Oil prices on Friday closed at their highest level in more than three years, as President Donald Trump’s pivot to negotiations with Iran failed to ease market fears about the huge supply disruption in the Middle East.
U.S. crude oil prices rose 5.46% to close at $99.64 per barrel. International benchmark Brent crude prices gained 4.22% to settle at $112.57. These are the highest levels since July 2022 when Russia’s invasion of Ukraine shook energy markets.
U.S. crude hit a session high on Friday of $100.04 before retreating slightly. The contract finished out the week about 1% higher while Brent was flat.
Trump’s move to give Iran a 10-day extension to open the strategically vital Strait failed to soothe supply concerns. The president said in a social media post on Thursday that talks with Iran were “going very well” despite “erroneous statements to the contrary by the Fake News Media, and others.”
As part of the announcement, the U.S. president said he would pause attacks on Iran’s energy infrastructure through to April 6. Iran has not yet commented on Trump’s latest remarks.
Meanwhile, two container vessels owned by China Ocean Shipping Company tried to pass through the Strait but were turned back, according to the ship tracking firm MarineTraffic. China is an ally of Iran and the Islamic Republic has previously said friendly ships can pass through the Strait.
This was the first attempt by a major container carrier to cross the sea route since the war started, the firm said.
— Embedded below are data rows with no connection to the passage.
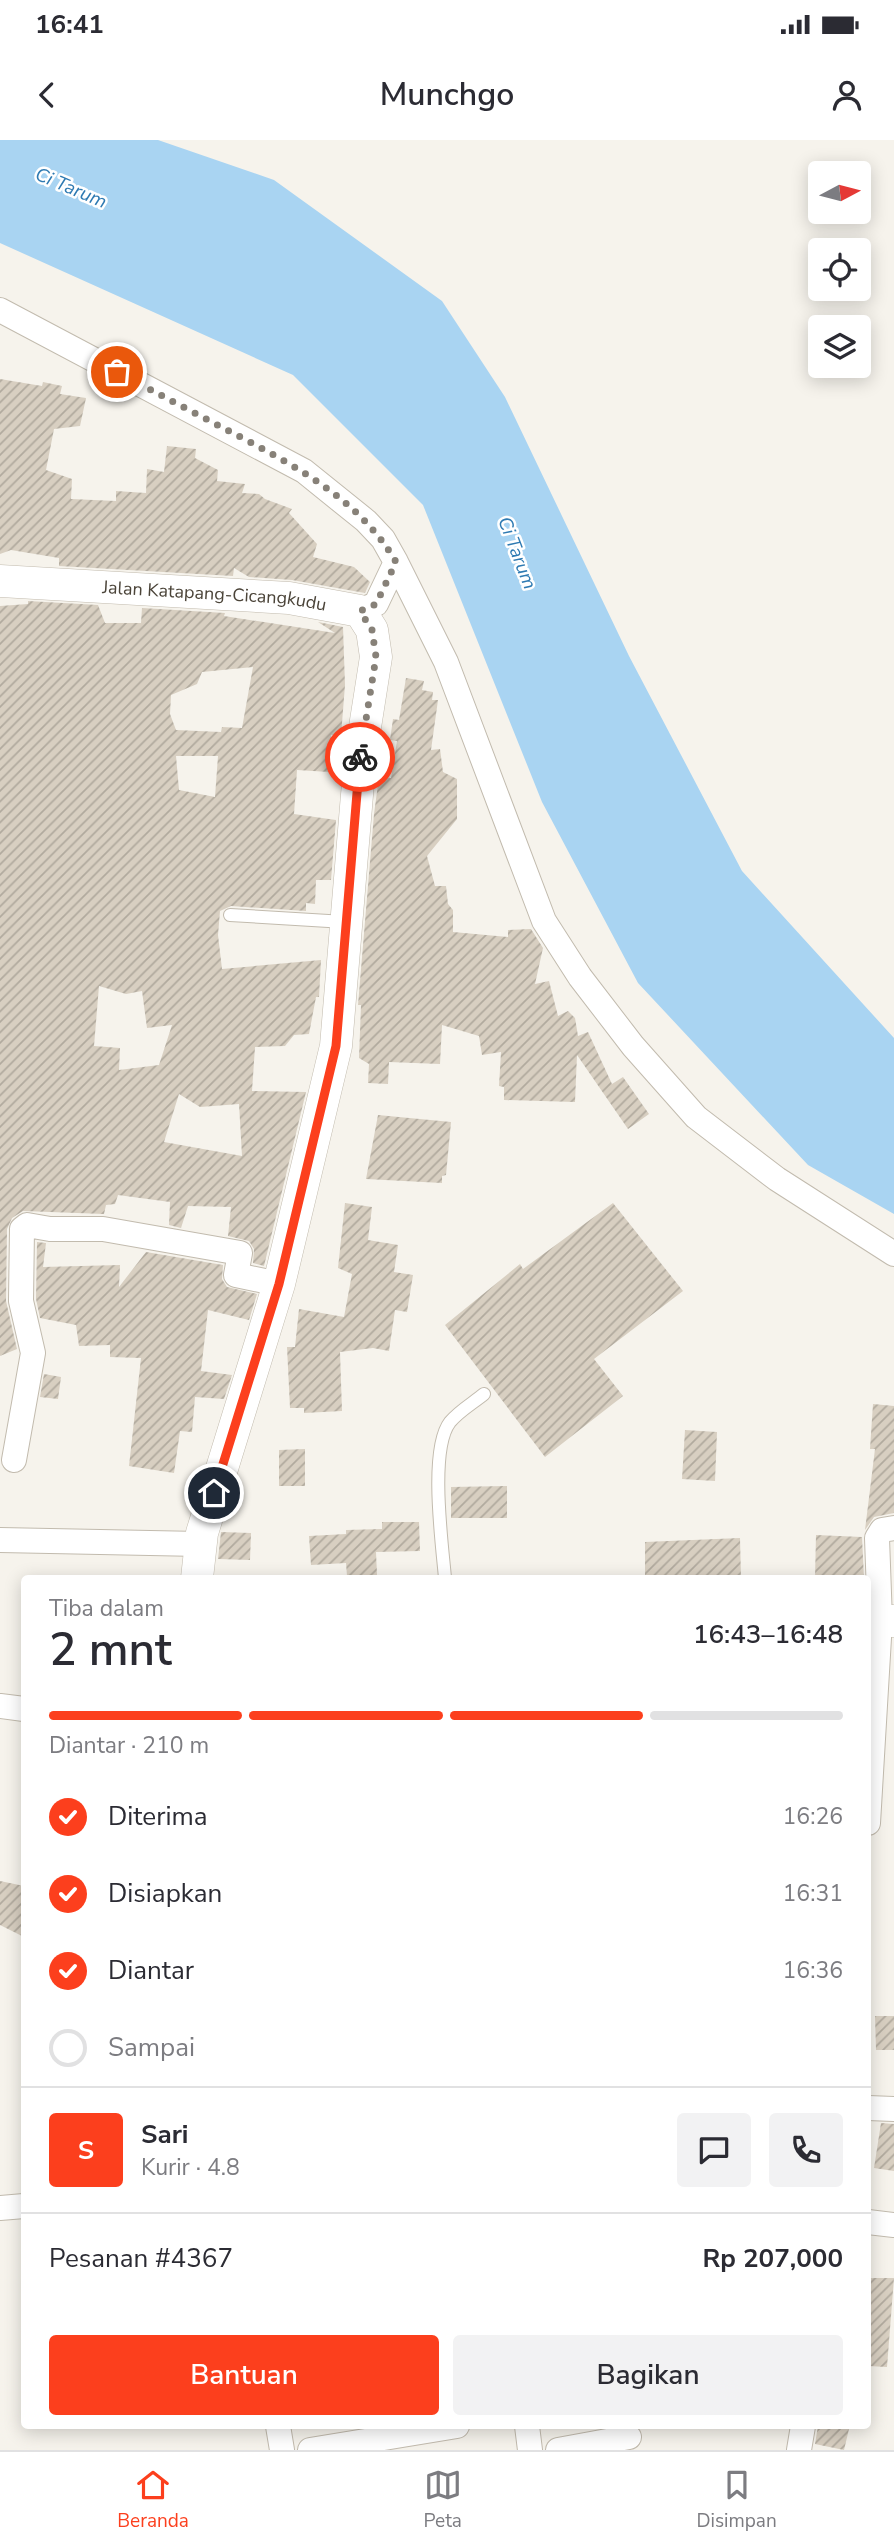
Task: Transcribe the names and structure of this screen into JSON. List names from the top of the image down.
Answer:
{
  "streets": {
    "street": ["Jalan Katapang-Cicangkudu"]
  },
  "water": ["Ci Tarum"],
  "north": "right",
  "page": {
    "status": "16:41",
    "header": "Munchgo",
    "heading": ["2 mnt", "Tiba dalam", "16:43–16:48"],
    "panel": [
      "Sari",
      "Kurir · 4.8",
      "Pesanan #4367",
      "Rp 207,000"
    ],
    "bar": "Diantar · 210 m",
    "list": [
      ["Diterima", "16:26"],
      ["Disiapkan", "16:31"],
      ["Diantar", "16:36"],
      "Sampai"
    ],
    "round": "S",
    "buttons": ["Bantuan", "Bagikan"],
    "tabs": ["Beranda", "Peta", "Disimpan"]
  }
}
COSCO is the world’s fourth-largest shipping line by capacity.
The “developments overnight suggest the situation in the Strait of Hormuz remains highly unstable,” the firm said in a social media post.
Oil prices since the start of the year
Speaking during a Cabinet meeting on Thursday, Trump also said that Iran had allowed 10 oil tankers to pass through the Strait of Hormuz this week as a “present” to the U.S.
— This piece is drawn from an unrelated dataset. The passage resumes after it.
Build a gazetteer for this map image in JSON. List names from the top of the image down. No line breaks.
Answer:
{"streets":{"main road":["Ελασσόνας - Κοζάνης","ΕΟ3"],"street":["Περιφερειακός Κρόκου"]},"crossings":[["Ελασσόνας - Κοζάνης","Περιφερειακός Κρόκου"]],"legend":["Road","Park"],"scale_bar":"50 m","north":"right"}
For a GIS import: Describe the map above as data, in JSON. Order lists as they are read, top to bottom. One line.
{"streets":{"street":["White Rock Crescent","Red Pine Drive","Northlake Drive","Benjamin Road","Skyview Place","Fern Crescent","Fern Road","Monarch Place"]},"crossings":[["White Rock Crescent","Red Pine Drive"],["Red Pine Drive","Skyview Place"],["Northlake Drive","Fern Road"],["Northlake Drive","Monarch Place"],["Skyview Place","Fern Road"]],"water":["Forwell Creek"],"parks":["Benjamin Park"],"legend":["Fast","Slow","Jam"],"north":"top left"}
Markets have been closely monitoring developments in the Strait of Hormuz for signs of disruption or de-escalation, as tensions between Washington and Tehran continue to inject volatility into energy prices.
Trump’s remarks suggested that at least some oil shipments are continuing to move through the waterway, potentially easing immediate supply concerns.
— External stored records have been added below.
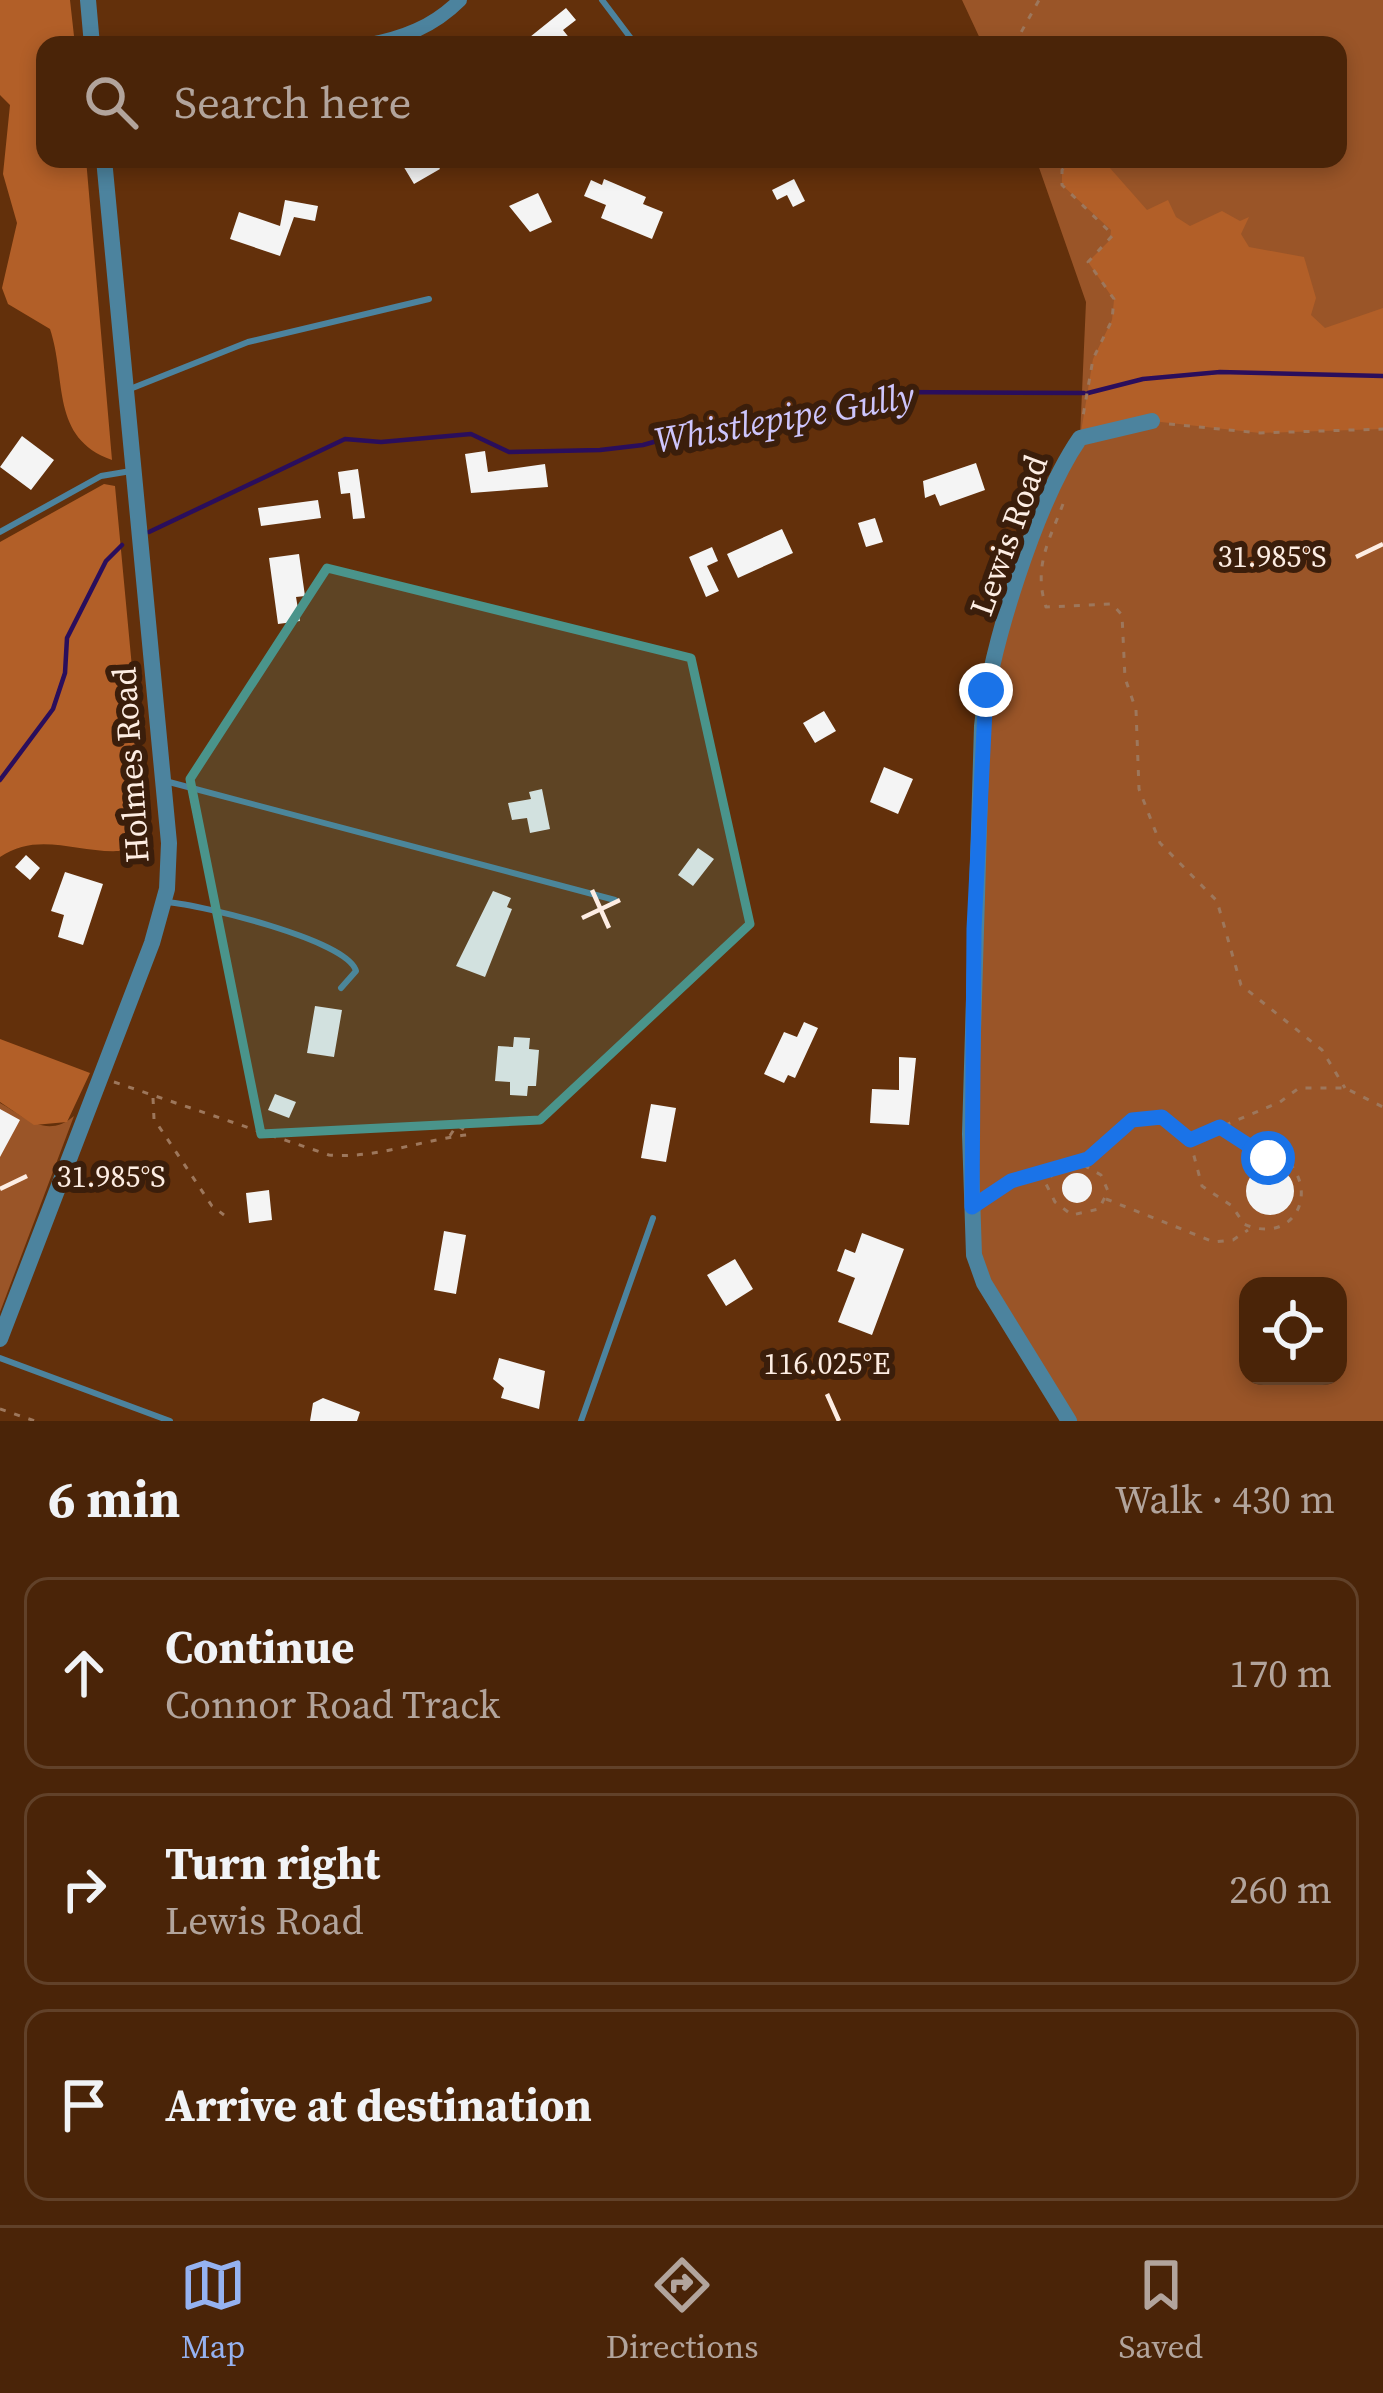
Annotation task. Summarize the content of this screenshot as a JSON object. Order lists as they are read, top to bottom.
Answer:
{
  "streets": {
    "street": ["Lewis Road", "Holmes Road"]
  },
  "water": ["Whistlepipe Gully"],
  "page": {
    "search": "Search here",
    "heading": ["6 min", "Walk · 430 m"],
    "list": [
      ["Continue", "Connor Road Track", "170 m"],
      ["Turn right", "Lewis Road", "260 m"],
      "Arrive at destination"
    ],
    "nav": ["Map", "Directions", "Saved"]
  },
  "coordinates": ["31.985°S", "116.025°E"]
}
However, analysts cautioned that the broader oil market remains increasingly fragile, even if isolated shipments resume.
“The oil market did not underreact to the disruption in the Strait of Hormuz; it absorbed it,” said Paola Rodriguez-Masiu, chief oil analyst at Rystad Energy.
“For nearly four weeks, markets have shown remarkable resilience … supported by a combination of pre-war surplus, crude-on-water, and policy barrels that provided a temporary buffer and kept prices contained. That phase is now ending,” she said.
According to Rystad, the global system has shifted from “buffered to fragile” after weeks of supply losses and inventory drawdowns, leaving little room to absorb further shocks.
Nearly 17.8 million barrels per day of oil and fuel flows through the Strait of Hormuz have been disrupted, the firm estimated, with close to 500 million barrels of total liquids lost so far.